Being in training feels like this. It is eleven at night. Lizzy asks me to play a board game. I am exhausted. All I want to do is go in my room, close the door and go to sleep. My muscles are aching, my knee is tired, my feet feel worn down and used up.
“No Lizzy, I don’t want to play a board game. I’m tired!” I put her off with more of an edge than is necessary. She glares back at me, her evil eye fixed on me with an intensity that is usually reserved for major betrayals. While I consider how I might defend myself (“Why are you bringing this up at 11 at night?”) I see tears welling up in her eyes. “Lizzy, what’s going on?” I ask.
“This isn’t about the board game. All you ever do is work and walk and sleep!” she spits at me. “You never cook for me anymore. You’re never here. You’re always too tired to do anything with me.” Her eyes accuse me. Clearly, my little girl is not as grown up or independent as she seems. I sink into the bad mommy pit and realize how much my family is paying for my commitment to walk. I think of how many hours it takes to walk 12 miles and of the naps I inevitably take when I come in, spent and depleted. Tears push at the edges of my eyes, too. Why haven’t I noticed her pain and loneliness? She’s only twelve years old! I reach out to Lizzy, but her eyes warn me to stay away. It is only when I let my tears flow freely that we can hold each other, connected once again.

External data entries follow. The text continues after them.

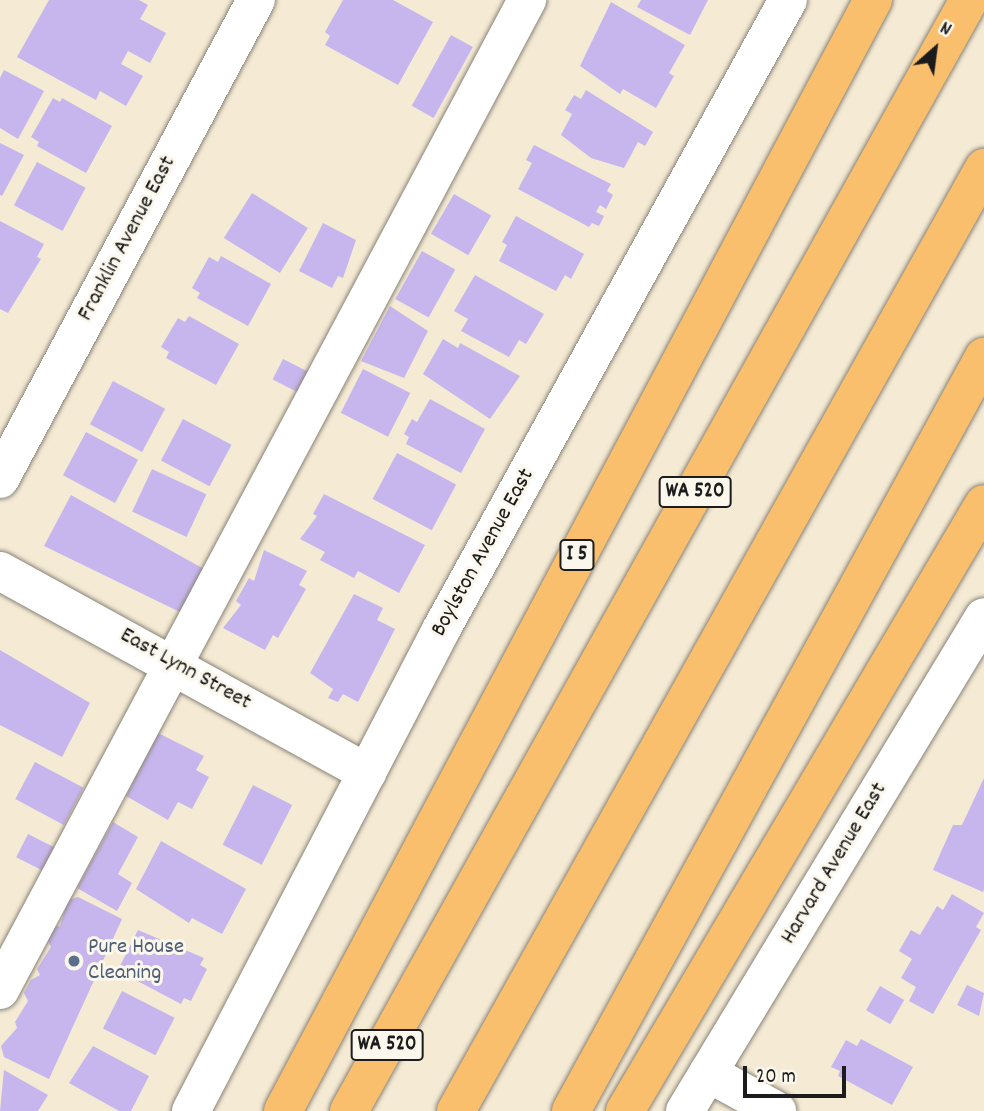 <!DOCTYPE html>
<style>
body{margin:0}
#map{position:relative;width:984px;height:1111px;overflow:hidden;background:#f5ead4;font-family:Dekko,sans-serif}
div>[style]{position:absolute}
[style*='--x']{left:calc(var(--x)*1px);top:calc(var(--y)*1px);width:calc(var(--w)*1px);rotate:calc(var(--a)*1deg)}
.building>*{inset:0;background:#c7b6ed;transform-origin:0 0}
.roads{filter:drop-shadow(0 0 2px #888378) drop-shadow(0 0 2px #888378)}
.minor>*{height:38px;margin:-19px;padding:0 19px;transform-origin:19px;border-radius:19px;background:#fff}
.highway>*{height:38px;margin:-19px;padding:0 19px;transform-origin:19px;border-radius:19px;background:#f9bf6d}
.dots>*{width:19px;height:19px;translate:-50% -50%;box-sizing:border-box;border:4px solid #fbf7ec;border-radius:50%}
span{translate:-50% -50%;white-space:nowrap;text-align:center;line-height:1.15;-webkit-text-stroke:6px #fbf7ec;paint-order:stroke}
.shield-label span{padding:2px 5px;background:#fbf7ec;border:2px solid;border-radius:5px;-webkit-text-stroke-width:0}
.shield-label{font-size:21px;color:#1c1c1c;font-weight:700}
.street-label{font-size:23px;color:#1c1c1c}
.service-label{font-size:23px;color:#4e5e75}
.left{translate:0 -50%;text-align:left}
.north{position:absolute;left:900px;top:14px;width:70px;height:70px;-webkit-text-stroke:5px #fbf7ec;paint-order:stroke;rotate:28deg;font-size:19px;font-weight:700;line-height:28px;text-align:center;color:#1c1c1c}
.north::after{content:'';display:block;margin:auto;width:24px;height:32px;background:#1c1c1c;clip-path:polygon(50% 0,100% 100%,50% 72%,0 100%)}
.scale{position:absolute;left:743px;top:1066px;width:103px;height:32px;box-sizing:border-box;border:4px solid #1c1c1c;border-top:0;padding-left:9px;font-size:21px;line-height:24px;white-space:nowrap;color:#1c1c1c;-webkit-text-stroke:5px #fbf7ec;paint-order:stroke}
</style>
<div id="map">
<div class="building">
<i style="clip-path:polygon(49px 0,139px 0,148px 5px,140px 19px,166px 33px,150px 63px,128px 51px,121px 64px,143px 76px,126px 106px,100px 91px,96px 100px,17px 57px)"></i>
<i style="clip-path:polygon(343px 0,393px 0,433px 22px,398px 85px,325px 45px,330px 36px,325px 32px)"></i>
<i style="clip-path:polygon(641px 0,708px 0,690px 35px,637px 7px)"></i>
<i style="clip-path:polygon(611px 2px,685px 45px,669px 73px,674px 76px,656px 108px,623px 89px,620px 94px,580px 66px)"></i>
<i style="left:451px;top:35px;width:25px;height:81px;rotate:29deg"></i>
<i style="clip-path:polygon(4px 70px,44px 91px,18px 139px,0 128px,0 78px)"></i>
<i style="clip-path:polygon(586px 90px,653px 132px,645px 146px,638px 142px,624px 168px,591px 158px,561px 135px,572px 114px,565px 110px,574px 95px,581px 99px)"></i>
<i style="clip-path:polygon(53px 98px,60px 102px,62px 98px,112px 126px,86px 173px,37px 146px,39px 142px,31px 137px)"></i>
<i style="clip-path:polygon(0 143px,24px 155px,2px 196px,0 195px)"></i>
<i style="clip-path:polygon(534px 145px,611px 184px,607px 191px,613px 195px,606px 209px,600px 205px,596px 212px,604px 216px,599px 226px,592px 223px,589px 227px,518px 189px,532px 163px,526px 160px)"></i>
<i style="left:37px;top:162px;width:55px;height:49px;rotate:28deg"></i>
<i style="left:252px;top:193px;width:66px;height:53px;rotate:32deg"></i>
<i style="left:454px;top:194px;width:43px;height:46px;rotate:30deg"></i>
<i style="clip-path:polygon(516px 216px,584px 254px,571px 279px,565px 275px,556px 291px,499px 261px,507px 245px,502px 242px)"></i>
<i style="clip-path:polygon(0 221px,44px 244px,37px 257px,41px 259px,8px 313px,0 309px)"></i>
<i style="clip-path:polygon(323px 223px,356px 240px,343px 278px,338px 276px,332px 288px,299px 271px)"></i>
<i style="left:422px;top:251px;width:38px;height:55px;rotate:29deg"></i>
<i style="clip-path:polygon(221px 256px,271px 284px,248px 326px,197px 298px,200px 293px,192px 288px,209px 257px,218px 262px)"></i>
<i style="clip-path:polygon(475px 275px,544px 314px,526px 344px,519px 340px,509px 357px,461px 331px,468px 319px,454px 311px)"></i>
<i style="clip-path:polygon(390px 306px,428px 331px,404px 378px,361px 361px)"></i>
<i style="clip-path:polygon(189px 316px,239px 344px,216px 385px,166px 358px,169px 352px,161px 347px,178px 318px,185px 322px)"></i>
<i style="clip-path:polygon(443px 339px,458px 348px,460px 343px,520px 376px,490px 419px,423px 374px)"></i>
<i style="left:283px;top:359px;width:30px;height:23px;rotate:27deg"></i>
<i style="left:363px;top:369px;width:53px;height:49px;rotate:27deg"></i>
<i style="left:113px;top:381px;width:59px;height:49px;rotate:28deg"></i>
<i style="clip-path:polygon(430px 399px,485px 429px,461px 473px,406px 444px,409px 437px,404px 434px,412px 419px,417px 422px)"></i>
<i style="left:183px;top:419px;width:55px;height:47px;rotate:28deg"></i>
<i style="left:86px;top:432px;width:59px;height:49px;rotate:28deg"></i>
<i style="left:397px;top:453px;width:67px;height:52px;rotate:28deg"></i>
<i style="left:152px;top:469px;width:60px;height:47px;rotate:25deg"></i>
<i style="clip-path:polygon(324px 494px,425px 545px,399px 593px,358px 571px,354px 578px,320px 560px,325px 552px,300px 539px,317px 516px,313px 514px)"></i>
<i style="clip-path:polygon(71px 495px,204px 569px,182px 613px,44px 546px)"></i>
<i style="clip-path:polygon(264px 550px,307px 571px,299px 585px,306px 589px,278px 638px,273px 635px,265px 650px,223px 628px,241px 605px,236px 601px,249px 578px,254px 581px)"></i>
<i style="clip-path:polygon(354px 594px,383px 608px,377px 620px,395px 629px,358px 702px,343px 694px,338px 702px,328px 698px,333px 689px,310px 673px)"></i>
<i style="clip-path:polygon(0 650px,90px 703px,62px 757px,0 725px)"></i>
<i style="clip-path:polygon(158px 733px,204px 756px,196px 770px,209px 777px,192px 809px,178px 802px,168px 820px,126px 796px)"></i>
<i style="left:35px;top:762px;width:55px;height:42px;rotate:28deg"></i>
<i style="clip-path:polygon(984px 778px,984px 890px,983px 892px,933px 870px,953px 825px,962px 825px)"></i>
<i style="left:253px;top:785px;width:44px;height:67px;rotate:27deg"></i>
<i style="clip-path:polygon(113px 822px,138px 837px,118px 874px,132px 883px,117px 911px,77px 888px)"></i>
<i style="left:28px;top:834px;width:30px;height:26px;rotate:27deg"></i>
<i style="clip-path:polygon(161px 841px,246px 889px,222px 934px,192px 918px,189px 923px,136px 889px)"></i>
<i style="clip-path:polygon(952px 894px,984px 913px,976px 927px,981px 930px,933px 1014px,909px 1001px,916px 987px,901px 978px,912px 959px,899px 951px,911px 930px,920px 935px,937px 906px,943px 910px)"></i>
<i style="clip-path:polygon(78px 897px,122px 919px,49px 1079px,4px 1057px,1px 1046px,17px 1028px,15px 1022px,28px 1001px,24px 993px,31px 980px,40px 975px,37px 969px,51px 947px,46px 938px,52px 927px,60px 926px,68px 900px)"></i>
<i style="clip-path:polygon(138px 930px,204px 958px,200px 965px,207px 969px,191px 1001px,184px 998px,181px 1004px,128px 976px,130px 971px,120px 966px)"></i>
<i style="clip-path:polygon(967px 985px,984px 993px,979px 1016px,957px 1005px)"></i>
<i style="left:880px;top:986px;width:28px;height:28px;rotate:30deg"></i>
<i style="left:122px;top:991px;width:59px;height:42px;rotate:27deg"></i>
<i style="clip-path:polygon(861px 1039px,913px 1067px,892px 1105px,838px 1076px,840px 1071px,831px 1067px,846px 1040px,857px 1046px)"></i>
<i style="clip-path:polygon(93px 1046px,149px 1076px,131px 1111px,119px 1111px,69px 1083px)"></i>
<i style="clip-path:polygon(4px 1070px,48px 1095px,38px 1111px,0 1111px)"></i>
</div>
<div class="roads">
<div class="minor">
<i style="--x:0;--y:479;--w:543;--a:-61.88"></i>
<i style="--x:0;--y:571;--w:419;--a:28.8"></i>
<i style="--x:0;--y:990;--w:1122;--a:-61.97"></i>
<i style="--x:708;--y:1073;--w:79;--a:28.8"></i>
<i style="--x:191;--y:1111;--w:544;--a:-62.54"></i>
<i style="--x:442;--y:628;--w:717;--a:-61.15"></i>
<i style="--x:685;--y:1111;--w:577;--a:-58.82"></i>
</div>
<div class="highway">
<i style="--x:283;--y:1111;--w:1258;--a:-62.03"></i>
<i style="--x:349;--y:1111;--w:1272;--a:-60.84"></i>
<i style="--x:456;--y:1111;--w:1081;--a:-60.75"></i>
<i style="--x:571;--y:1111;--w:860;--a:-61.29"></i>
<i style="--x:625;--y:1111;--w:705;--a:-59.4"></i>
</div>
</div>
<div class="dots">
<i style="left:74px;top:961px;background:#5c6f8a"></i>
</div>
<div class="shield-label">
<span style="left:695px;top:492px">WA 520</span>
<span style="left:577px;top:555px">I 5</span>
<span style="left:387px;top:1045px">WA 520</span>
</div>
<div class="street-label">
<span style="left:128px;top:239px;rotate:-62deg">Franklin Avenue East</span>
<span style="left:484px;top:553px;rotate:-61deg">Boylston Avenue East</span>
<span style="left:185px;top:670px;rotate:29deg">East Lynn Street</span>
<span style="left:835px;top:864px;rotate:-59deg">Harvard Avenue East</span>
</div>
<div class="service-label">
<span class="left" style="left:88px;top:961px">Pure House<br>Cleaning</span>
</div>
<div class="north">N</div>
<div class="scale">20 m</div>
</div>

Being in training feels like this. I have done my longest walk so far, 15 miles in one stretch. I walk the first five miles with a dear friend, the next 10 miles alone. I listen to dharma talks and music as I make my way to Wilder Ranch and around the backcountry trails. I forget my refilled water bottles at the car, but manage to make the distance, dry mouthed and thirsty. After the walk, I go home, eat something, shower and go to a party. I dance, a little. They say dancing is the best way to stay limber after a big walk. I bow out early and come home to a (blessedly) empty house, my first night home alone in years. Eli is at a friend’s house, Lizzy is at sleepaway camp, and Karyn is en route home from India. I look forward to the solitude. I take a bath, return phone calls to old friends, sit. As the evening goes on, my legs tighten and my feet ache. I have one small blister, but beyond that, my feet are screaming! The soles hurt, the toes hurt, the dozens of small bones in my feet hurt. I don’t know if I should stick my feet in ice or rub them with cream or what. Basically, I’m training in a vacuum according to a schedule in the little pink book they sent me. I have no one to talk to about my feet. In the morning, when I go to get out of bed, my calf muscles buckle and my feet still hurt. I feel like an alcoholic who wakes up with the shakes and needs a drink to steady her nerves. I need a walk to settle my feet and lengthen out tight muscles. Being in training feels like this.